» Directions: The answer must consist of each line of the records below that contains the string "canvas".

** Opening Supplied records block **

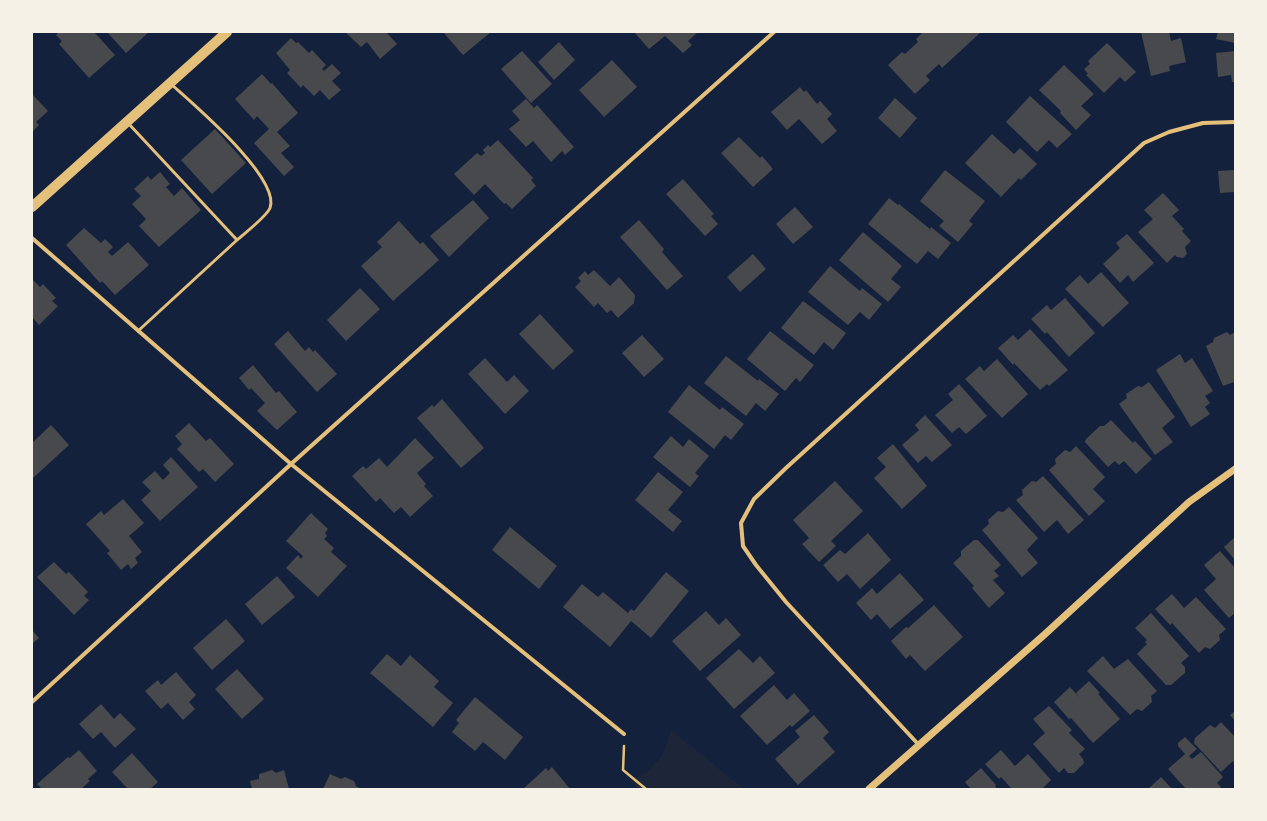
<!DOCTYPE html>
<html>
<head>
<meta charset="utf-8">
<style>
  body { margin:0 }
  #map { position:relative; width:1267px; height:821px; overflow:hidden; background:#14213d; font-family:Poppins,sans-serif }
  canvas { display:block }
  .frame { position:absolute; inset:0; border:33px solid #f6f1e7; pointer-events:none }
</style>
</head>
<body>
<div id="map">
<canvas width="1267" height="821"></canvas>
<div class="frame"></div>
</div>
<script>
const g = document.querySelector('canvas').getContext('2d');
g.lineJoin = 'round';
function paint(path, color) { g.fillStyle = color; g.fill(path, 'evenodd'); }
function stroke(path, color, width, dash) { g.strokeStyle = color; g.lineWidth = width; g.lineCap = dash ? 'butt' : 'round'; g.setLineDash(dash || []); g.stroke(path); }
paint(new Path2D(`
  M671 730 744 789H638L630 782C658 764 662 762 671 730Z`), '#1d2539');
paint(new Path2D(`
  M59 32H94L115 55 89 78 59 44 62 41 56 35Z
  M107 32H149L126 53Z
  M345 32H386L397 44 380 59 367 42 361 47Z
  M443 32H491L463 55Z
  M634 32H698L688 41 692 45 683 53 665 36 649 49Z
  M923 32H981L942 68 939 64 926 76 930 80 915 94 888 65 902 52 905 54 918 42 916 39Z
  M1141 32H1169L1171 41 1181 38 1186 62 1169 66 1170 71 1151 76Z
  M1218 32H1235V43L1216 39Z
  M291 38 296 43 298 42 309 53 312 50 326 65 322 69 324 71 332 64 341 73 332 81 341 90 329 100 320 90 314 96 303 85 301 88 287 73 290 70 276 53Z
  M559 42 575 60 554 80 538 62Z
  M1107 43 1136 72 1125 82 1120 77 1104 93 1086 75 1088 74 1084 69 1090 64 1088 61Z
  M522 51 552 84 531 103 501 69Z
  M1235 51V82H1232L1231 75 1218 77 1216 53Z
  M612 60 637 87 604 117 579 90Z
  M1064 65 1094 94 1081 106 1091 115 1076 130 1060 113 1061 111 1039 90Z
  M262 74 271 84 272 83 298 113 277 132 290 146 281 153 294 167 284 176 254 143 269 129 257 116 254 120 235 99Z
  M800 87 804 92 806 90 817 104 820 101 832 114 827 119 837 131 822 144 799 119 787 130 771 112Z
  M32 94 48 111 36 122 39 125 32 132Z
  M1030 96 1072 134 1057 148 1049 140 1037 152 1006 122Z
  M895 98 917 118 900 138 878 118Z
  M526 99 534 108 537 105 574 147 565 155 562 151 551 162 533 141 526 147 509 129 520 120 512 111Z
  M215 129 246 163 212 194 181 160Z
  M992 134 1014 154 1020 148 1037 164 1021 180 1019 178 1001 197 965 163Z
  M739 137 760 158 762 156 773 169 753 187 721 153Z
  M498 140 533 178 531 180 536 186 512 209 506 203 504 204 485 184 474 195 454 174 477 153 481 156 485 153 483 150 488 145 490 147Z
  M945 170 985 201 969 221 973 224 958 242 939 226 944 221 920 201Z
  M1235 170V192L1220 193 1218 171Z
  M160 172 170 184 166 187 174 196 182 188 201 210 159 247 139 226 146 219 132 204 141 196 134 189 148 176 151 180Z
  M683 179 714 214 711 216 718 224 705 236 666 194Z
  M1163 193 1179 210 1172 216 1184 229 1182 231 1191 241 1185 247 1187 254 1183 258 1177 257 1175 255 1167 263 1138 232 1153 219 1144 210Z
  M889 198 898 205 899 204 930 229 931 227 951 243 938 259 928 251 917 264 868 224Z
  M473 200 489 218 449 257 430 236Z
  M795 207 813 227 793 244 776 224Z
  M639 220 664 249 662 252 683 276 667 290 620 237Z
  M399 221 420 244 423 242 439 260 393 301 361 266 382 247 377 242Z
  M84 228 101 243 105 239 113 247 108 252 112 256 128 242 149 265 115 295 102 281 100 283 66 245Z
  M863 232 902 266 891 279 901 287 888 302 839 260Z
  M1127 234 1154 263 1133 282 1128 275 1120 283 1103 264 1120 248 1116 243Z
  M753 254 766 269 740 292 727 277Z
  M830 266 860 291 862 288 882 304 869 320 860 312 848 325 808 292Z
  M594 270 610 286 619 277 635 295 634 303 618 318 611 310 607 313 598 303 594 307 575 287 581 281 578 278 585 271 588 275Z
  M1101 272 1129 303 1103 327 1065 289 1080 275 1088 284Z
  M32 279 40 287 43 284 56 298 52 301 58 306 39 325 32 317Z
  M360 288 380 309 346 341 327 320Z
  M1065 298 1095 333 1069 357 1047 332 1045 334 1031 319 1047 305 1051 310Z
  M803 301 846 333 833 350 824 342 814 355 781 328Z
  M540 314 574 351 553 370 519 334Z
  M1030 329 1068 370 1049 386 1047 384 1040 390 1014 363 1013 365 998 348 1013 335 1018 340Z
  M288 331 305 351 309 347 313 352 315 350 337 374 317 392 274 344Z
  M770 331 814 365 800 382 796 378 785 391 747 359Z
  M1227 332 1230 335 1235 332V384L1234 382 1223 386 1206 346 1213 342 1214 338Z
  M642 335 664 359 644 377 622 353Z
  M1180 354 1185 363 1192 358 1213 391 1205 396 1210 403 1205 407 1210 414 1191 427 1156 370Z
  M726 356 758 381 759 379 779 394 765 411 756 403 746 416 704 383Z
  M485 358 507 382 514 375 529 391 505 414 468 374Z
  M997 359 1028 394 1002 418 965 379 980 366 984 371Z
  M253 365 276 393 279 391 297 412 277 430 257 411 265 403 251 388 249 390 239 378Z
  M1149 382 1175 417 1162 428 1173 442 1155 455 1119 404 1127 398 1126 394 1138 386 1142 387Z
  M959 384 987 416 966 434 959 427 952 433 935 415 953 400 948 394Z
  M689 385 720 410 722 407 744 424 731 440 725 435 714 449 668 412Z
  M442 399 484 448 461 468 417 418 432 405 434 407Z
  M925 415 952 445 932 462 926 456 918 463 902 445 919 430 915 425Z
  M1111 420 1133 443 1135 441 1152 459 1136 474 1124 461 1119 465 1115 461 1108 467 1085 442 1086 439 1100 426H1104Z
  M189 423 206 441 210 438 234 464 215 482 203 469 199 472 177 449 182 444 175 436Z
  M51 425 69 445 32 479V443Z
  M671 436 683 447 689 439 709 456 695 473 699 476 690 487 653 457Z
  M415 438 434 458 417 473 426 484 424 486 433 496 410 517 401 507 394 513 380 498 376 502 352 476 363 466 366 469 379 458 387 467Z
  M893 444 927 486 902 509 874 478 886 467 877 458Z
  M1076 446 1105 477 1093 489 1105 501 1089 516 1049 470 1056 464 1055 459 1065 450 1070 452Z
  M171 457 198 487 160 521 141 500 151 491 142 482 155 471 163 480 170 473 163 465Z
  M658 472 683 492 668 510 682 521 673 532 635 500Z
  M1043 476 1084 520 1068 534 1057 520 1044 532 1016 500 1023 495 1022 490 1032 481 1036 482Z
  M835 481 863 511 831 541 836 546 819 562 802 544 809 538 793 520Z
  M123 499 144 523 129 536 142 552 135 558 138 563 131 569 128 564 121 570 107 553 110 551 86 524 101 511 104 515Z
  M1009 507 1038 538 1027 550 1038 563 1022 577 982 530 989 524 988 520 998 511 1003 512Z
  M311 513 328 529 325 533 327 536 324 539 334 548 331 552 347 566 318 597 286 568 298 555 301 559 303 556 286 541Z
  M510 527 557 566 539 589 492 550Z
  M868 533 891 560 860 589 847 574 838 582 823 565 840 550 845 554Z
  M1235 537V560L1224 547Z
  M974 540H978L1001 565 994 571 999 576 993 580 1005 593 989 608 972 588 974 586 953 563 961 556V551Z
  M1220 551 1235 568V613L1229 618 1204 590 1216 579 1204 565Z
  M54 562 66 574 69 572 88 592 84 596 89 600 74 615 37 577Z
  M666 572 689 591 651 638 631 621 610 647 563 607 582 584 598 597 603 592 628 613 631 609 634 611Z
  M900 573 924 600 890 629 877 614 871 620 856 603 872 588 877 594Z
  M277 576 295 597 262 625 245 604Z
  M1172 594 1184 608 1196 597 1226 629 1219 635 1220 640 1210 649 1205 647 1199 653 1172 623 1170 625 1155 609Z
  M934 605 963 637 925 671 910 655 906 659 891 641 906 627 908 628Z
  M706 611 719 625 726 618 741 635 700 671 672 641Z
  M1151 613 1189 656 1181 663 1185 667V673L1171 685H1166L1137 654 1147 644 1145 642 1147 640 1135 628Z
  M226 619 245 641 212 670 193 648Z
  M32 630 39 638 32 644Z
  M739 649 753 663 760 656 775 673 734 709 706 678Z
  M387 654 401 666 410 655 439 681 434 687 453 703 433 727 370 673Z
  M1103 656 1114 669 1128 659 1157 691 1151 696 1152 702 1142 711 1137 709 1130 715 1087 671Z
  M237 669 264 699 242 719 215 689Z
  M176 672 196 695 189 702 195 709 183 720 168 703 161 709 145 691 158 680 161 685Z
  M1089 681 1100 693 1098 694 1120 719 1093 743 1071 718 1069 719 1054 702 1070 687 1080 698 1076 693Z
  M774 685 787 700 794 693 810 711 792 727 790 725 767 745 740 716Z
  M475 697 523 737 505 760 483 742 475 751 452 732 459 723 456 720Z
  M101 704 114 719 120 713 136 729 115 748 101 732 93 739 79 724Z
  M1049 706 1072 730 1069 733 1085 749 1079 754 1083 759 1084 763 1074 773H1068L1064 768 1059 773 1033 744 1045 733 1033 719Z
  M1235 711V721L1230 715Z
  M814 715 829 732 823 738 835 752 798 785 775 759 800 737 795 731Z
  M1221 722 1235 737V764L1233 761 1221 772 1194 743 1195 738 1210 725 1215 728Z
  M1185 737 1197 749 1189 756 1192 759 1201 752 1223 777 1217 783 1221 787 1219 789H1186L1168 769 1185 754 1178 746V743Z
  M79 750 97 771 88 779 90 781 81 789H42L37 784 68 757 70 758Z
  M1001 750 1015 766 1028 754 1051 780 1043 788 1045 789H1012L1001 777 999 779 985 764Z
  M132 753 158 782 150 789H128L112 772Z
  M552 767 570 789H523L546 768 548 771Z
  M981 768 996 785 995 786 997 789H971L965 782Z
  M272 770 276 773 284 770 289 789H252L250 781 259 779V774Z
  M330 774 341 779 345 777 354 781 356 786 361 789H323Z
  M1161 777 1172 789H1148Z`), '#48494c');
stroke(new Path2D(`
  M624 746 623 770 646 789`), '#e5c07b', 2.5);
stroke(new Path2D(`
  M171 84C193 104 281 178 270 208 266 217 245 233 237 240
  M128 123 237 240 138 331`), '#e5c07b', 3);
stroke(new Path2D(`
  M32 238 291 464 624 734
  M32 702 291 464 774 32
  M918 744 786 602 756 565 743 546 741 523 754 499 786 468 1144 143 1169 132 1203 123 1235 122`), '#e5c07b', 4);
stroke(new Path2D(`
  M869 789 1044 635 1189 502 1235 469`), '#e5c07b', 7);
stroke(new Path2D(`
  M32 207 227 32`), '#e5c07b', 10);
</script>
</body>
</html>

** Closing Supplied records block **

» Solution:
  canvas { display:block }
<canvas width="1267" height="821"></canvas>
const g = document.querySelector('canvas').getContext('2d');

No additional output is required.